Crude Oil Prices Decline Steeply but Hole in Pocket still Big
Extraordinary times often bring forth incomparable results and the coronavirus pandemic which is spreading its antennae engulfing all forms of business activities in uncertainties is impacting the crude oil sector as well.
In a historic first, global crude oil prices in futures market have fallen below zero. American benchmark crude West Texas Intermediate Prices for May delivery was trading below $40 per barrel.
Such unprecedented drop in crude future should automatically translate into less money for fuel, however, it isn’t so as the economics works differently here. In India, oil companies are considering trade parity pricing which dents the possibilities of the end consumer paying less price. Last month when crude was trading at around $35 a barrel, the Government of India, in a smart move, had hiked excise duty on petrol and diesel by Rs.3 each.
Highlighting this an oil industry executive said that fall in crude price doesn’t translate into less price for fuel in the retail outlets for reasons more than one. He said that the retail prices of petrol and diesel are linked to prices of these fuels in the global market and not to crude oil as such. One can expect a fall in the retail prices of petrol and diesel when the product prices of the fuel falls. Further high taxes dent any possibilities of retail customers availing fuel in petrol pumps at price competitive rates.
Interestingly, crude accounts for around 90% of the cost of refinery products and is considered as the single largest determinant for retail price of fuel. It is to be noted that two years ago, in 2018, to extend benefits to consumers from the drop in international fuel prices, three of the largest oil companies in India including Indian Oil Corporation, Bharat Petroleum Corporation and Hindustan Petroleum Corporation had swapped to daily price revisions from the fortnightly pricing system, which was the norm earlier.
Oil companies in India adhere to trade parity pricing which is calculated on the prevailing prices of petrol and diesel in the international market. The price is arrived through a simple calculation, i.e. 80% of import price and 20% of export price of the fuel. Additionally, there is dealer commissions, excise duty, and taxes, all of which add up to the final price which the common man pays for when he purchases the fuel.
Industry analysts also point out that the government is also trying to offset losses in other areas by collecting more taxes from fuel. The excise duty hike of Rs.3 per litre last month and the hike on special excise duty on petrol by Rs. 2 to Rs.8 per litre and Rs.4 for diesel were to balance the losses incurred in other spheres. Road cess was also raised by Rs.1 per litre each on petrol and Rs.10 on diesel. Although the government is trying to take full advantage from the fall in crude oil prices globally, it is not sure whether this move will give them enough money in the exchequer.

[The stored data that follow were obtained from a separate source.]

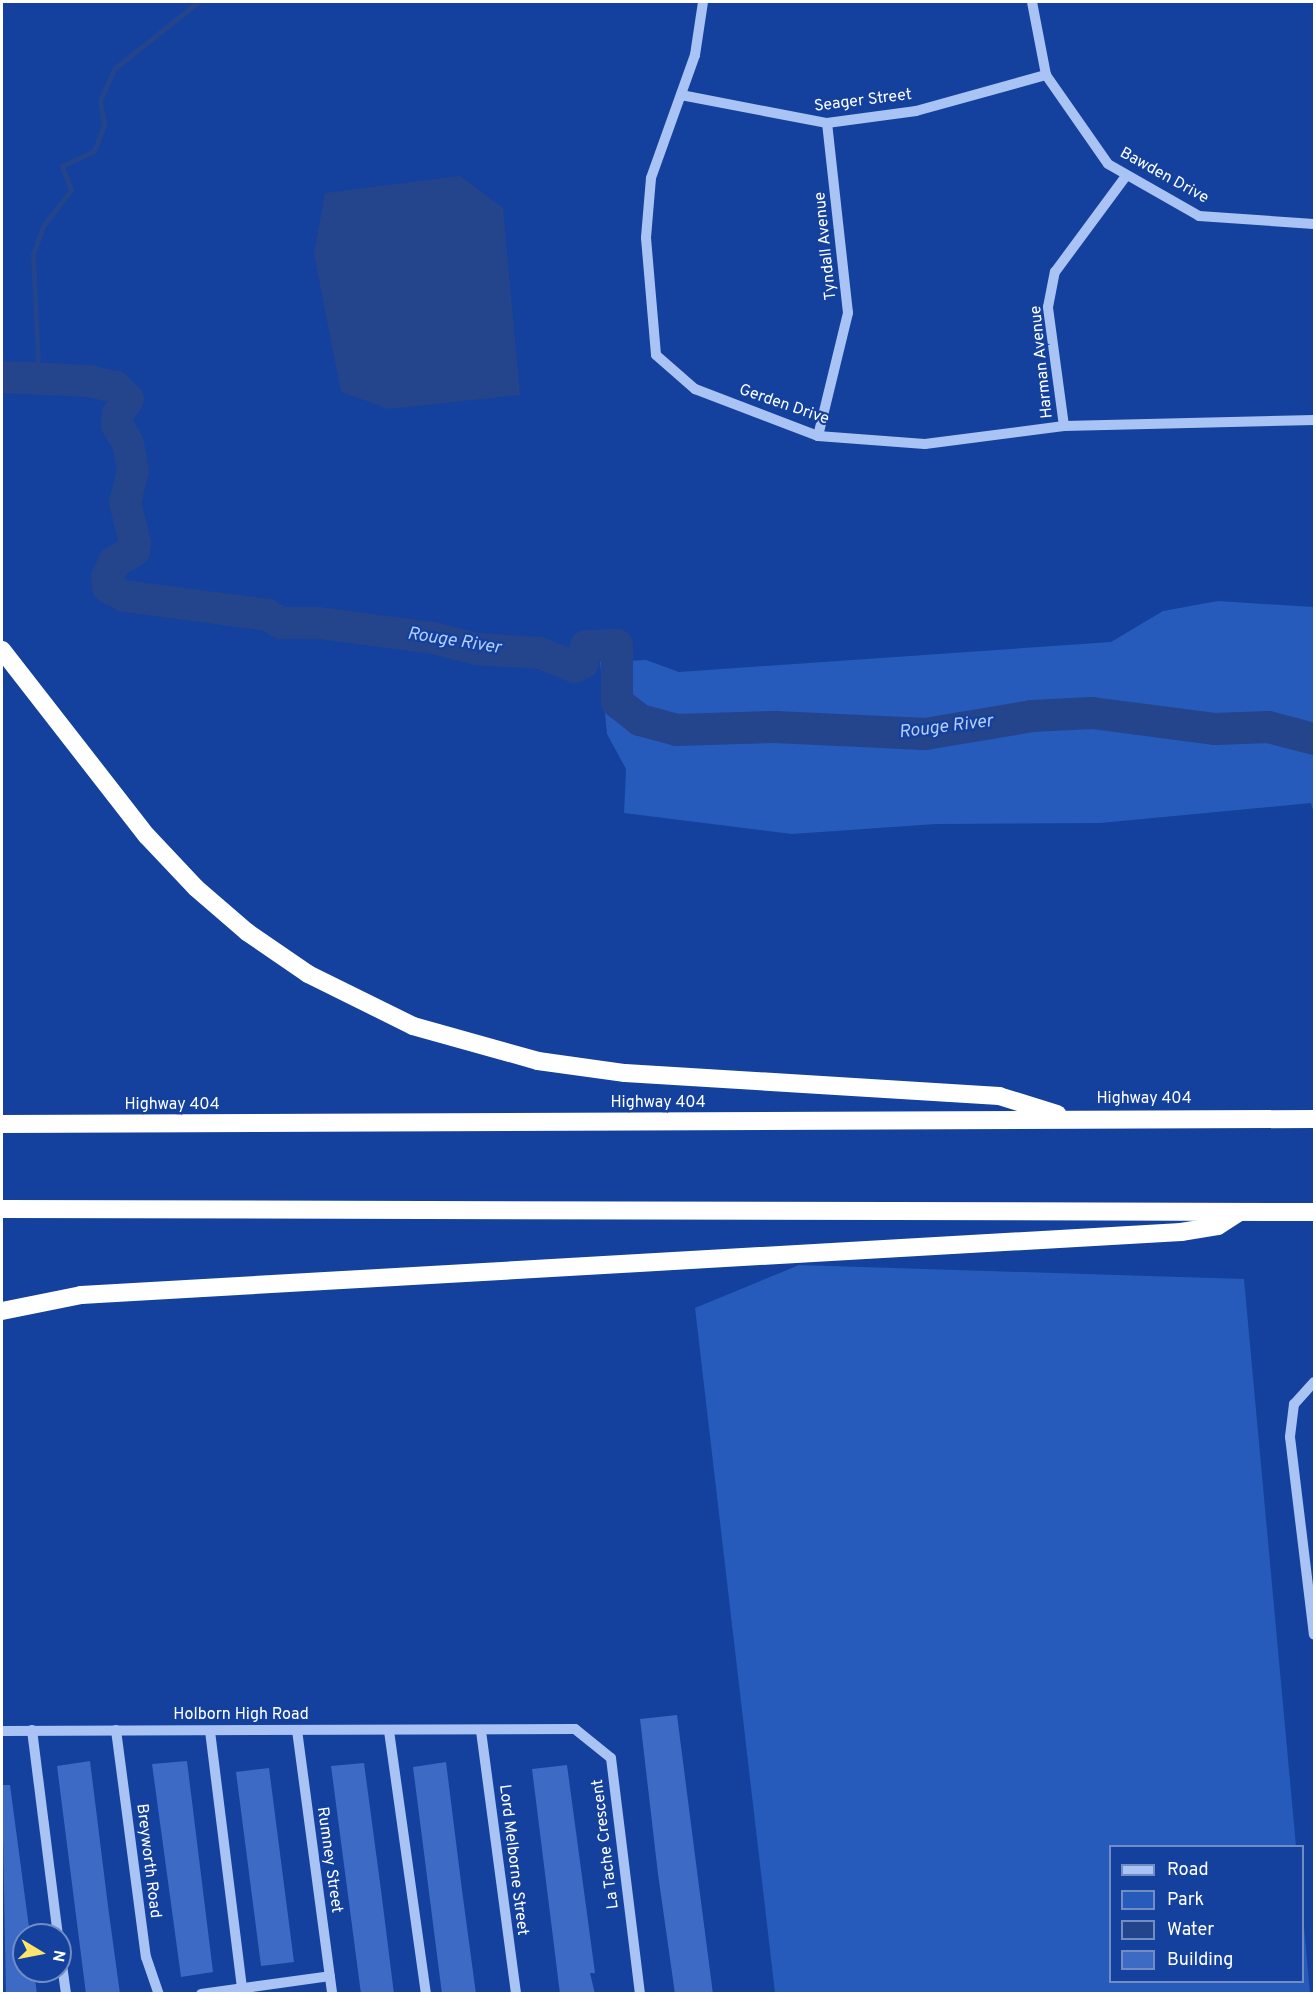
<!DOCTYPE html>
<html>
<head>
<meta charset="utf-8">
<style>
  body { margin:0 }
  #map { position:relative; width:1316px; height:1995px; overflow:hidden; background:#13419d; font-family:Overpass,sans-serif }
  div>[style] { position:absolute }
  .green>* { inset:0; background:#265abb }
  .water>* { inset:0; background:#24458b }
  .stream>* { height:5px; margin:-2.5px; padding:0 2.5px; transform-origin:2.5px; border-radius:2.5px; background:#24458b }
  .river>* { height:32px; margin:-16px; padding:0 16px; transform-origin:16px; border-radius:16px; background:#24458b }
  .building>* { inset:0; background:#3c6ac4 }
  .minor>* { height:10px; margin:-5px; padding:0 5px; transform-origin:5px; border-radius:5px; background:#a9c3f4 }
  .highway>* { height:18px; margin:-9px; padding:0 9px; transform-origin:9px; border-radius:9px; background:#fff }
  span { translate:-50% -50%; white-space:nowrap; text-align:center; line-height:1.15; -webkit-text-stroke:4.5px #13419d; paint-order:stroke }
  .street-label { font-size:16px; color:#fff }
  .water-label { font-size:18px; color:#b6cefa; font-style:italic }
  .frame { position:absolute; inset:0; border:3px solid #fff; pointer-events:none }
  .legend { position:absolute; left:1109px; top:1845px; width:195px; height:138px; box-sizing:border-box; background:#13419d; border:2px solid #718dc4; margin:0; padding:8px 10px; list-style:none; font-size:18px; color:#fff }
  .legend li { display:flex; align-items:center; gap:12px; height:30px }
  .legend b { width:30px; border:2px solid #718dc4 }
  .north { position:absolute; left:12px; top:1923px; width:60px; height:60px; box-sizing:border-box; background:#13419d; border:2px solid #718dc4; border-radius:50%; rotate:100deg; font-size:16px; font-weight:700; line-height:24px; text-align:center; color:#fff }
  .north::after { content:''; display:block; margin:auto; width:21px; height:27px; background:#ffe46c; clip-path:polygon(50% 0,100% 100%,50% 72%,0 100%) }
</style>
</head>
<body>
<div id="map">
  <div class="green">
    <div style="clip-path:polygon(1218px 601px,1314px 607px,1314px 814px,1311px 803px,1100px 823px,936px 824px,792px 834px,624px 813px,626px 769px,607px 734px,600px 662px,646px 660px,679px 672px,1111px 642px,1163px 611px)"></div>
    <div style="clip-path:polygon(799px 1265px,1244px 1279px,1296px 1846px,1110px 1846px,1110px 1982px,1302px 1982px,1303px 1915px,1310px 1993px,775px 1993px,695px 1308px)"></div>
  </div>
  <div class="water">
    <div style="clip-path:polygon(460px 176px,503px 208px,520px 395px,389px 409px,341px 392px,314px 254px,325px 193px)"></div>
  </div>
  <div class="stream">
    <div style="left:33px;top:377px;width:14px;rotate:-69deg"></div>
    <div style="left:38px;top:364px;width:110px;rotate:-92.6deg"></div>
    <div style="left:33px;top:254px;width:30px;rotate:-70deg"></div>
    <div style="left:43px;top:226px;width:46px;rotate:-52.1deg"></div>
    <div style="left:71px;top:190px;width:26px;rotate:-111deg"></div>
    <div style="left:62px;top:166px;width:35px;rotate:-25deg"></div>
    <div style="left:94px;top:151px;width:28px;rotate:-69deg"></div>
    <div style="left:104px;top:125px;width:24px;rotate:-99deg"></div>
    <div style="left:100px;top:101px;width:35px;rotate:-66deg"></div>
    <div style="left:114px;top:69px;width:107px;rotate:-38.6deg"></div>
  </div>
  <div class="river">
    <div style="left:2px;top:377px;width:87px;rotate:2.6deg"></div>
    <div style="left:89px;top:381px;width:28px;rotate:13deg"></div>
    <div style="left:116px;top:387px;width:17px;rotate:45deg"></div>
    <div style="left:128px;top:399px;width:18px;rotate:124deg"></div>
    <div style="left:118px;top:414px;width:11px;rotate:95deg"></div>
    <div style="left:117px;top:425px;width:21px;rotate:59deg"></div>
    <div style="left:128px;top:443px;width:27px;rotate:80deg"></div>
    <div style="left:133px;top:470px;width:33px;rotate:104deg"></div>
    <div style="left:125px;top:502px;width:42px;rotate:76.3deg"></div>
    <div style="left:135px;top:543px;width:8px;rotate:97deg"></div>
    <div style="left:134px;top:551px;width:23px;rotate:151deg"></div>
    <div style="left:114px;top:562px;width:17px;rotate:114deg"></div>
    <div style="left:107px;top:578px;width:9px;rotate:84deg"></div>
    <div style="left:108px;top:587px;width:18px;rotate:29deg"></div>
    <div style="left:124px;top:596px;width:145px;rotate:7.5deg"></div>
    <div style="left:268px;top:615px;width:15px;rotate:32deg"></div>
    <div style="left:281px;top:623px;width:38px"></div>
    <div style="left:319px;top:623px;width:115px;rotate:7.5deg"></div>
    <div style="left:433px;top:638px;width:44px;rotate:14.3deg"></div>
    <div style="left:476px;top:649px;width:64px;rotate:3.6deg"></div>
    <div style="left:540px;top:653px;width:38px;rotate:22deg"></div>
    <div style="left:575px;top:667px;width:9px;rotate:-27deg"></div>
    <div style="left:583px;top:663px;width:17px;rotate:-80deg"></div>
    <div style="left:586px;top:646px;width:31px;rotate:-2deg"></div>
    <div style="left:617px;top:645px;width:57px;rotate:90deg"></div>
    <div style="left:617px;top:702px;width:29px;rotate:38deg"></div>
    <div style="left:640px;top:720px;width:38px;rotate:15deg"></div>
    <div style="left:677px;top:730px;width:98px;rotate:-1.8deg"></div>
    <div style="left:775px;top:727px;width:150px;rotate:2.7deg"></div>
    <div style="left:925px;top:734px;width:109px;rotate:-9.5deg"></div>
    <div style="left:1032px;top:716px;width:60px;rotate:-2.9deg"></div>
    <div style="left:1092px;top:713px;width:125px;rotate:7.4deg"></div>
    <div style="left:1216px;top:729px;width:52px;rotate:-2.2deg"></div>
    <div style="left:1268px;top:727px;width:48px;rotate:14.6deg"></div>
  </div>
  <div class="building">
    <div style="clip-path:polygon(677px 1715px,696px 1863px,713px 1994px,675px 1994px,658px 1874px,640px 1719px)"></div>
    <div style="clip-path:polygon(90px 1761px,108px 1906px,120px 1994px,86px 1994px,57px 1766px)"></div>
    <div style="clip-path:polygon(187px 1761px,213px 1972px,181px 1977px,152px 1764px)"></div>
    <div style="clip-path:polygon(446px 1762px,462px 1890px,476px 1994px,442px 1994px,413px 1767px)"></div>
    <div style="clip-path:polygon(364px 1763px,381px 1890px,394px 1994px,361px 1994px,331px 1766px)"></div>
    <div style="clip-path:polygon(567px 1765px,595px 1973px,590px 1973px,595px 1994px,560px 1994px,532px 1769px)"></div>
    <div style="clip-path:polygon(269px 1768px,294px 1962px,261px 1966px,236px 1772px)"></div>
    <div style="clip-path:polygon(2px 1785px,10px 1785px,30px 1935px,24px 1935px,24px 1971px,34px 1971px,37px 1994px,6px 1994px)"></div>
  </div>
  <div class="minor">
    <div style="left:703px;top:2px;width:54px;rotate:98.6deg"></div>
    <div style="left:695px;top:55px;width:131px;rotate:109.7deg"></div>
    <div style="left:651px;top:178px;width:60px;rotate:94.8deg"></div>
    <div style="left:646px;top:238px;width:117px;rotate:85.1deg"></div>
    <div style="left:656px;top:355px;width:52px;rotate:41.1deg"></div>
    <div style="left:695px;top:389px;width:132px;rotate:20.9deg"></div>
    <div style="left:818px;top:436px;width:107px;rotate:4.3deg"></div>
    <div style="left:925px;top:444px;width:140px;rotate:-7.4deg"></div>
    <div style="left:1064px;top:426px;width:250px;rotate:-1.4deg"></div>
    <div style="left:1032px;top:2px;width:74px;rotate:79.1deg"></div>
    <div style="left:1046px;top:75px;width:108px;rotate:55.1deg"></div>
    <div style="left:1108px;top:164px;width:105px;rotate:29.7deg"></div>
    <div style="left:1199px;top:216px;width:115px;rotate:4deg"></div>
    <div style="left:681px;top:95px;width:149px;rotate:10.9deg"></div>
    <div style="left:827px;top:123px;width:90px;rotate:-7.7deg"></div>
    <div style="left:916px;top:111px;width:135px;rotate:-15.5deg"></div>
    <div style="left:1064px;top:426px;width:120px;rotate:-97.7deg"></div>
    <div style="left:1048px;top:307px;width:36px;rotate:-79deg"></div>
    <div style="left:1055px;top:272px;width:119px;rotate:-53.5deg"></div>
    <div style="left:818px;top:436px;width:127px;rotate:-76.3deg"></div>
    <div style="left:848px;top:313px;width:191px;rotate:-96.3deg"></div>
    <div style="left:1314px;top:1382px;width:30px;rotate:132deg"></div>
    <div style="left:1294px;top:1404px;width:33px;rotate:97deg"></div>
    <div style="left:1290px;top:1437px;width:199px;rotate:83.1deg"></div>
    <div style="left:32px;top:1730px;width:207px;rotate:82.8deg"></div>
    <div style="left:116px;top:1730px;width:229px;rotate:82.5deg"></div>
    <div style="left:146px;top:1957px;width:39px;rotate:71deg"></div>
    <div style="left:297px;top:1730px;width:266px;rotate:82.4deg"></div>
    <div style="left:2px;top:1731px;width:573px;rotate:-0.2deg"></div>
    <div style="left:575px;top:1729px;width:46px;rotate:38.9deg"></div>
    <div style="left:611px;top:1758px;width:238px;rotate:83deg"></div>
    <div style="left:210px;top:1731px;width:259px;rotate:82.9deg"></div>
    <div style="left:389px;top:1731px;width:266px;rotate:82deg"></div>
    <div style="left:481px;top:1731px;width:265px;rotate:82.4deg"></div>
    <div style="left:60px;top:1950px;width:44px;rotate:82.2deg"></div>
    <div style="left:201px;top:1994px;width:130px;rotate:-7.9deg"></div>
  </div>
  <div class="highway">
    <div style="left:2px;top:650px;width:236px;rotate:52.1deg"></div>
    <div style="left:147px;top:836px;width:71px;rotate:46.7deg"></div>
    <div style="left:196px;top:888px;width:67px;rotate:40.8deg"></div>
    <div style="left:247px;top:932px;width:74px;rotate:34.5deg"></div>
    <div style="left:308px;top:974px;width:117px;rotate:26.3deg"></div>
    <div style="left:413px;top:1026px;width:130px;rotate:15.6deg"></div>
    <div style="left:538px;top:1061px;width:88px;rotate:7.9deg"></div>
    <div style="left:625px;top:1073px;width:375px;rotate:3.5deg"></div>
    <div style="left:999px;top:1096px;width:61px;rotate:17.2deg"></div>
    <div style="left:2px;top:1124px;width:1312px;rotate:-0.22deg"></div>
    <div style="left:2px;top:1209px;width:1312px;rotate:0.13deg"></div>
    <div style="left:2px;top:1311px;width:81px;rotate:-11.4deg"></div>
    <div style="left:81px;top:1295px;width:1102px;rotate:-3.28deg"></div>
    <div style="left:1181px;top:1232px;width:37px;rotate:-9deg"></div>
    <div style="left:1218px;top:1226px;width:24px;rotate:-33deg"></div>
  </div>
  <div class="street-label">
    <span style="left:863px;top:101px;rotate:-7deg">Seager Street</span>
    <span style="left:1164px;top:176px;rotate:29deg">Bawden Drive</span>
    <span style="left:826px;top:246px;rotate:-96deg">Tyndall Avenue</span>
    <span style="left:1042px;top:362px;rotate:-96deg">Harman Avenue</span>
    <span style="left:784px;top:405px;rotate:19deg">Gerden Drive</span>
    <span style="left:1144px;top:1099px">Highway 404</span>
    <span style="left:658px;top:1103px">Highway 404</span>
    <span style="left:172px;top:1105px">Highway 404</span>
    <span style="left:241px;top:1715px">Holborn High Road</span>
    <span style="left:606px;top:1844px;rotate:-97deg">La Tache Crescent</span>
    <span style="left:329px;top:1860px;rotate:82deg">Rumney Street</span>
    <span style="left:513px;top:1860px;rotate:83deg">Lord Melborne Street</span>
    <span style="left:148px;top:1861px;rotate:83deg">Breyworth Road</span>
  </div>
  <div class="water-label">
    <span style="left:454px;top:642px;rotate:9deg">Rouge River</span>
    <span style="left:946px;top:728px;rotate:-7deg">Rouge River</span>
  </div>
  <div class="frame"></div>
  <ul class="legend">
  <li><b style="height:8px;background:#a9c3f4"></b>Road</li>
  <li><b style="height:16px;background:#265abb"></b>Park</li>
  <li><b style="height:16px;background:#24458b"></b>Water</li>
  <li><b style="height:16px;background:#3c6ac4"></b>Building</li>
  </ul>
  <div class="north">N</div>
</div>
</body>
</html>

The coronavirus pandemic and the lockdown imposed by the government to curtail the spread of the disease has led to a severe slump in demand for petrol and diesel throughout the country. With most of the vehicles off the roads since the lockdown, oil marketing companies have been incurring losses and are using the low crude oil prices as a support to offset their own losses. Furthermore, the rupee is weak as against the dollar which is another factor in determining the overall retail prices of petrol and diesel in petrol pumps.
Buying will be highly curtailed in the lockdown period and that may perhaps save the budget for the time being and with many continuing to work from home post-lockdown, the demand for fuel may be reduced but it is unlikely that petrol and diesel prices will witness any big fall in the near term. Companies will try to make up for their losses during the Covid-19 and post-Covid -9 period by keeping the prices at current levels.